Il y a quelques jours, j’ai pris connaissance d’une interview dans un magazine économique qui tentait tant bien que mal de poser des questions à notre Secrétaire d’État à la Digitalisation. Rien de bien concluant, entre deux courbettes sur son salaire et trois approximations sur ses fonctions, j’ai vu une fulgurance aussi rare que les cheveux sur son lisse caillou : et si on rémunérait nos ministres en fonction de leur efficacité ?
Certes, avec des avis pareils on se demande si notre Élu politique travaille à la transition digitale ou s’il vend des vins de Bordeaux à ses heures perdues, en télétravail tout en consommant des boissons énergisantes de sous-marque et du mauvais café dans sa tasse : « Work Hard, Party Hard »... En dehors du cliché que ceux qui obtiennent des résultats devraient être mieux payés, je me suis posé la question dans le sens inverse : et si on leur demandait de rembourser leur salaire si en fin de mandat, ils s’étaient avérés décevants, médiocres ou aussi utiles qu’un pédalo pour un cul-de-jatte ?

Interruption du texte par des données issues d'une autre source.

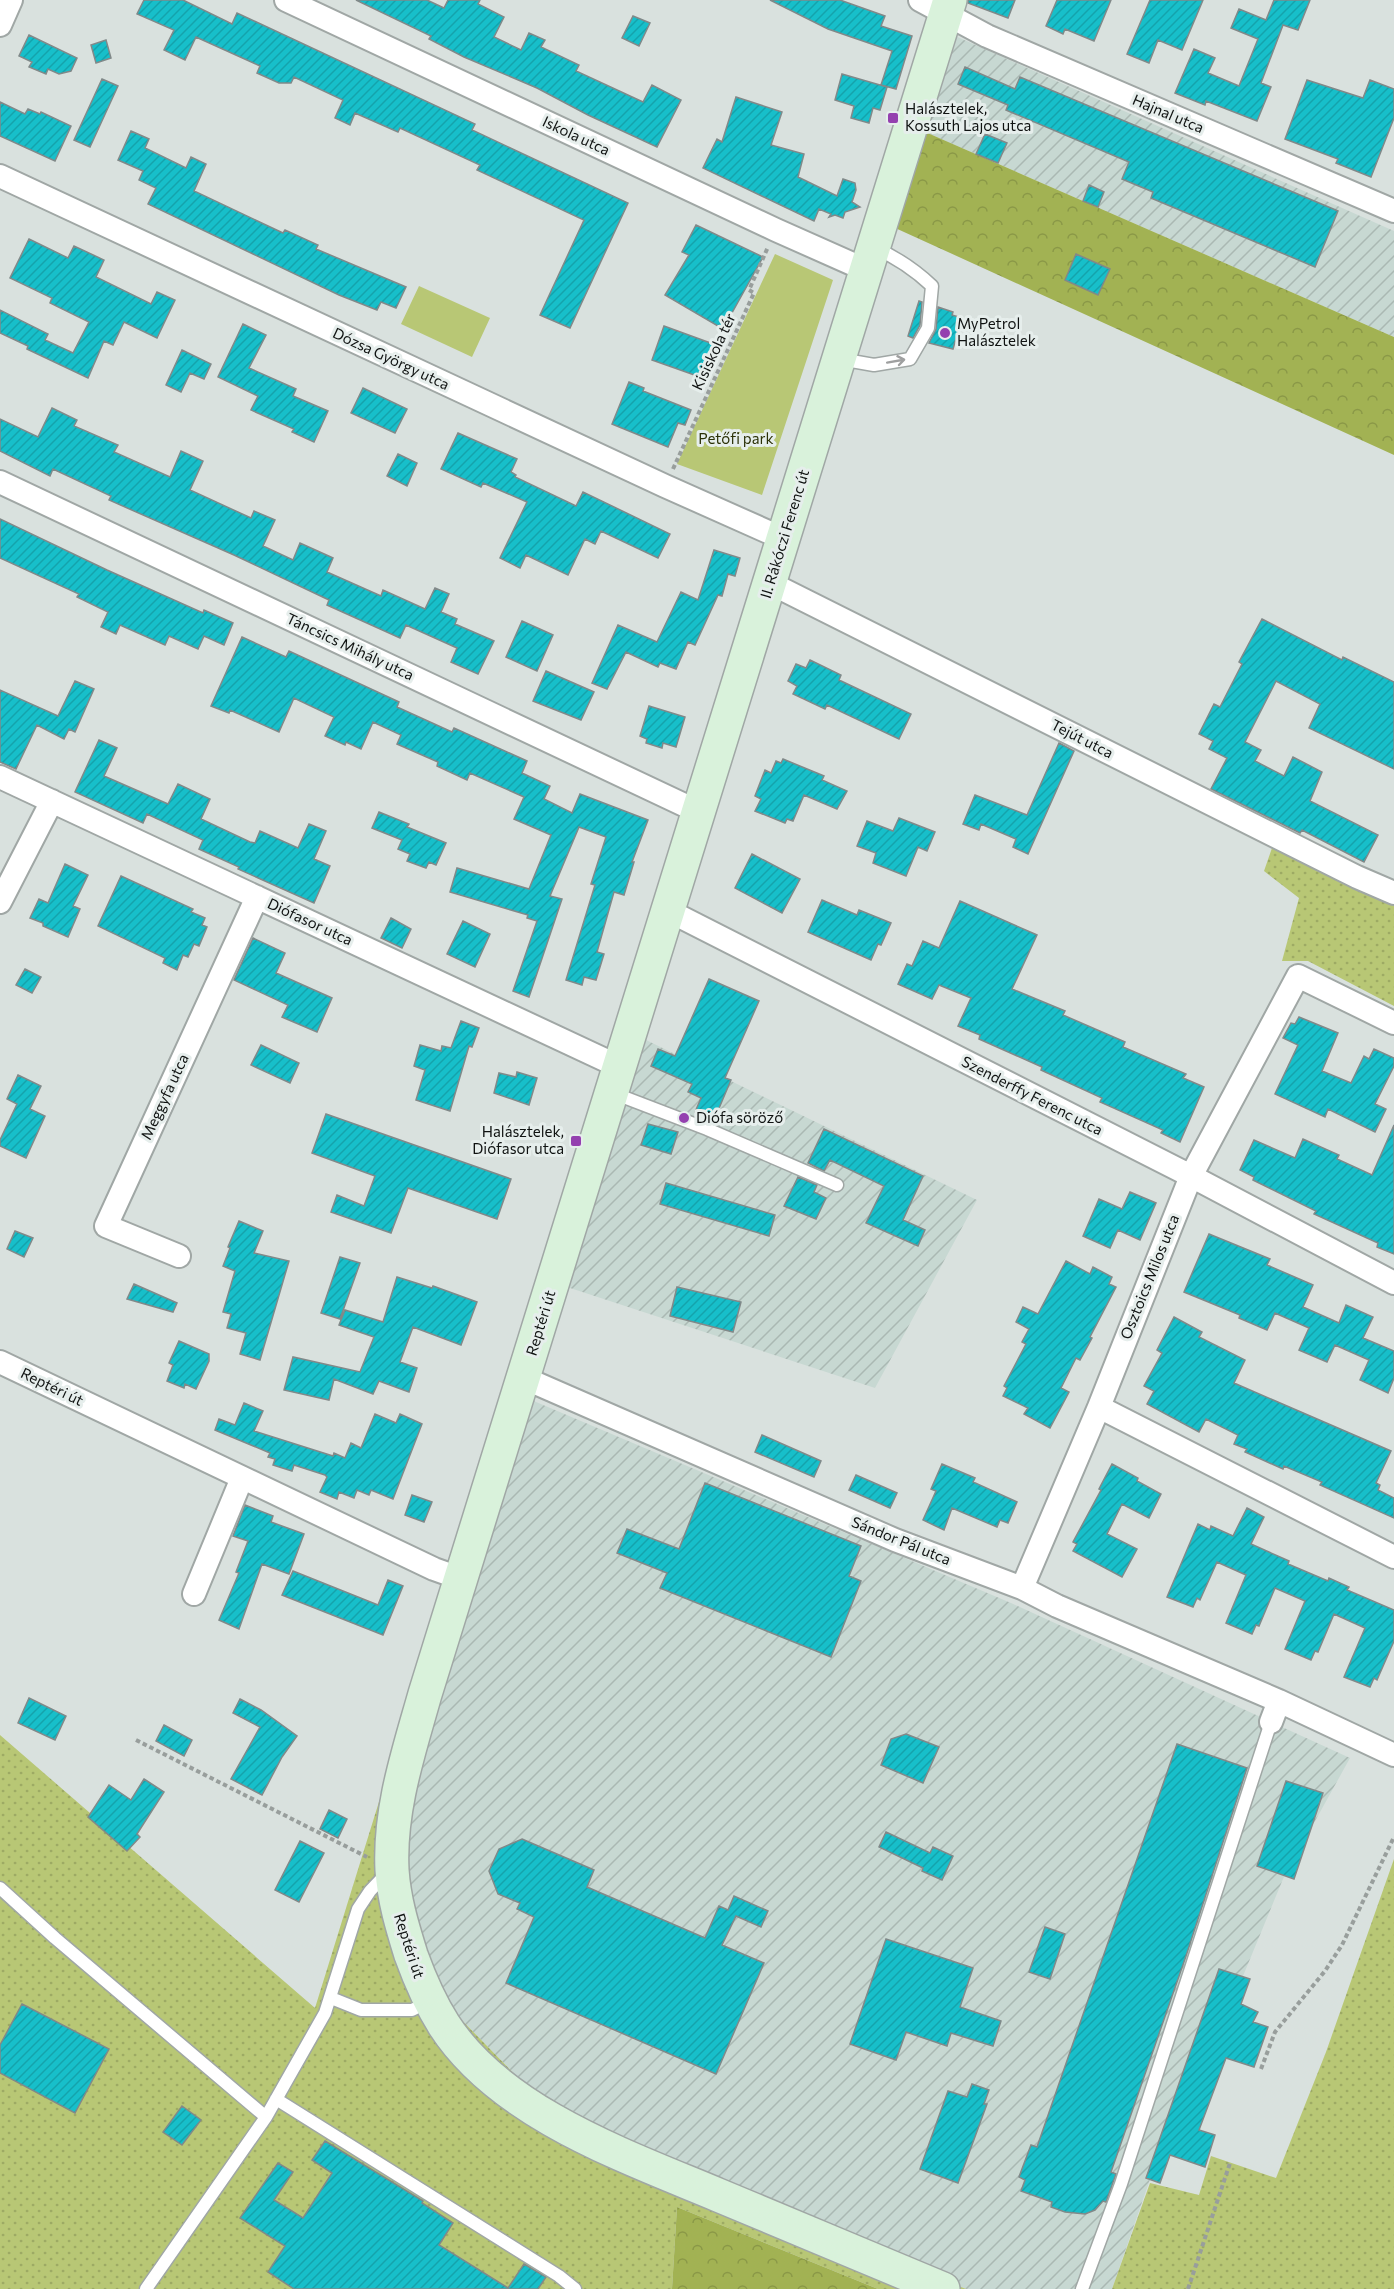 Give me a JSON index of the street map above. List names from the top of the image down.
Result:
{
  "streets": {
    "main road": ["II. Rákóczi Ferenc út", "Reptéri út"],
    "street": [
      "Hajnal utca",
      "Iskola utca",
      "Dózsa György utca",
      "Táncsics Mihály utca",
      "Tejút utca",
      "Diófasor utca",
      "Szenderffy Ferenc utca",
      "Meggyfa utca",
      "Osztoics Milos utca",
      "Sándor Pál utca"
    ],
    "path": ["Kisiskola tér"]
  },
  "crossings": [
    ["Hajnal utca", "II. Rákóczi Ferenc út"],
    ["Iskola utca", "Kisiskola tér"],
    ["Iskola utca", "II. Rákóczi Ferenc út"],
    ["Kisiskola tér", "Dózsa György utca"],
    ["Dózsa György utca", "II. Rákóczi Ferenc út"],
    ["II. Rákóczi Ferenc út", "Táncsics Mihály utca"],
    ["II. Rákóczi Ferenc út", "Tejút utca"],
    ["II. Rákóczi Ferenc út", "Diófasor utca"],
    ["II. Rákóczi Ferenc út", "Szenderffy Ferenc utca"],
    ["II. Rákóczi Ferenc út", "Reptéri út"],
    ["Diófasor utca", "Meggyfa utca"],
    ["Diófasor utca", "Reptéri út"],
    ["Szenderffy Ferenc utca", "Osztoics Milos utca"],
    ["Osztoics Milos utca", "Sándor Pál utca"],
    ["Reptéri út", "Sándor Pál utca"]
  ],
  "parks": ["Petőfi park"],
  "places": {
    "transit": ["Halásztelek, Kossuth Lajos utca", "Halásztelek, Diófasor utca"],
    "other": ["MyPetrol Halásztelek", "Diófa söröző"]
  }
} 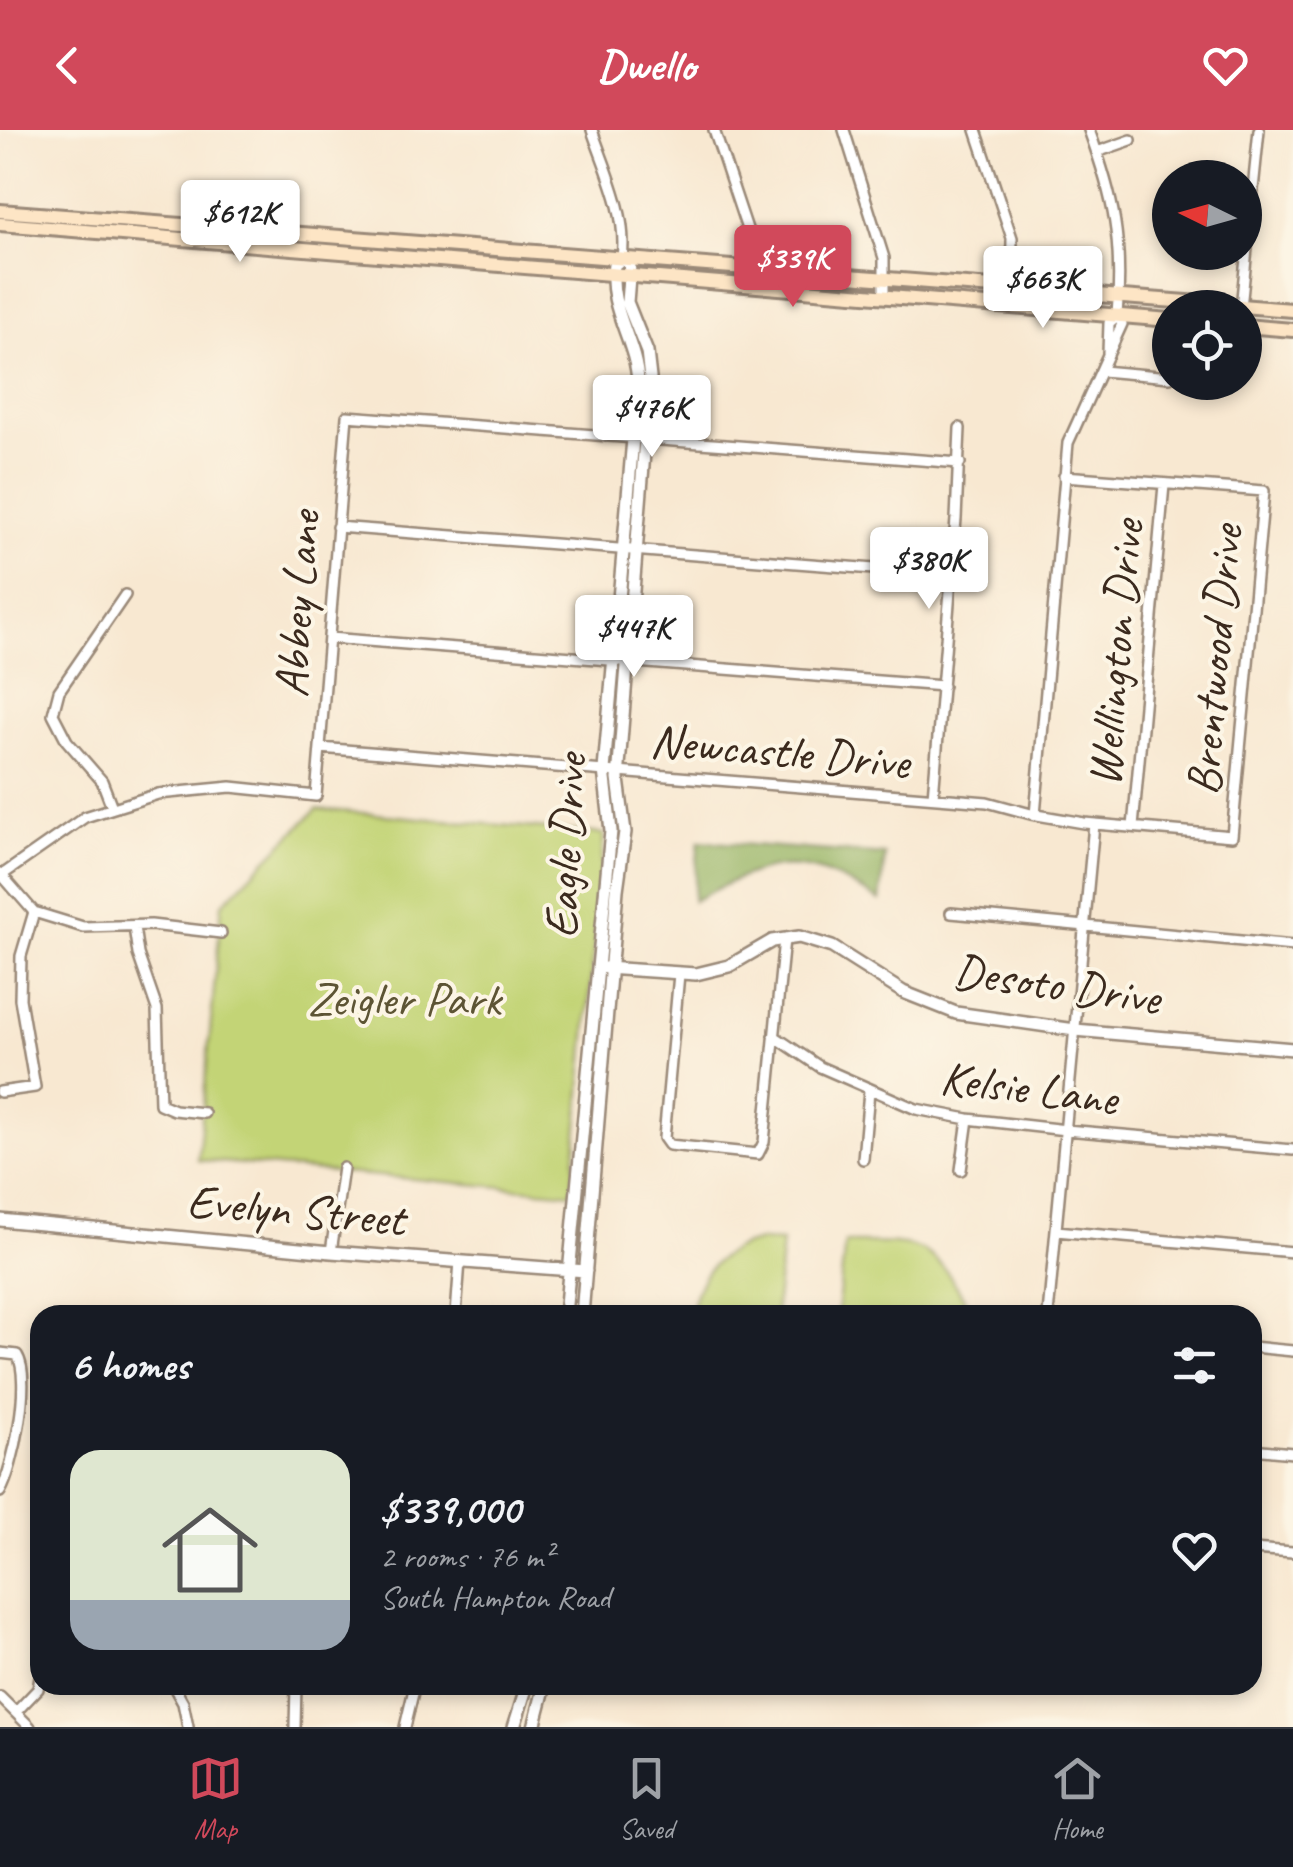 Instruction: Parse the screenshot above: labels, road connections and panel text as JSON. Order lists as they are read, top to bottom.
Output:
{
  "streets": {
    "street": [
      "Abbey Lane",
      "Wellington Drive",
      "Brentwood Drive",
      "Newcastle Drive",
      "Eagle Drive",
      "Desoto Drive",
      "Kelsie Lane",
      "Evelyn Street"
    ]
  },
  "crossings": [
    ["Abbey Lane", "Newcastle Drive"],
    ["Abbey Lane", "Eagle Drive"],
    ["Wellington Drive", "Brentwood Drive"],
    ["Wellington Drive", "Newcastle Drive"],
    ["Brentwood Drive", "Newcastle Drive"],
    ["Newcastle Drive", "Eagle Drive"],
    ["Eagle Drive", "Evelyn Street"]
  ],
  "parks": ["Zeigler Park"],
  "north": "left",
  "page": {
    "header": "Dwello",
    "price": [
      "$612K",
      "$339K",
      "$663K",
      "$476K",
      "$380K",
      "$447K"
    ],
    "heading": "6 homes",
    "list": [
      {
        "name": "$339,000",
        "note": "2 rooms · 76 m² · South Hampton Road"
      }
    ],
    "tabs": ["Map", "Saved", "Home"]
  }
}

Bon, je vous le concède, de prime abord, j’ai passé quinze minutes à me figurer comment opérationnaliser un système d’évaluation de nos politiques faisant l’objet d’une émission en direct à 20h, un jeudi soir sur RTL, tout en imaginant Georges-Louis Bouchez, sapé comme une midinette qui monte les marches de la croisette, préservant malgré lui son air insupportable de juge et de bourreau. Je le voyais déjà distribuer nonchalamment des roses à chaque rescapé, tantôt fragile, tantôt cynique, jusqu’à se planter face à notre secrétaire d’État, et avec toute l’empathie qu’on lui connait – c’est-à-dire, aucune – lui susurrer à l’oreille qu’il était le maillon faible.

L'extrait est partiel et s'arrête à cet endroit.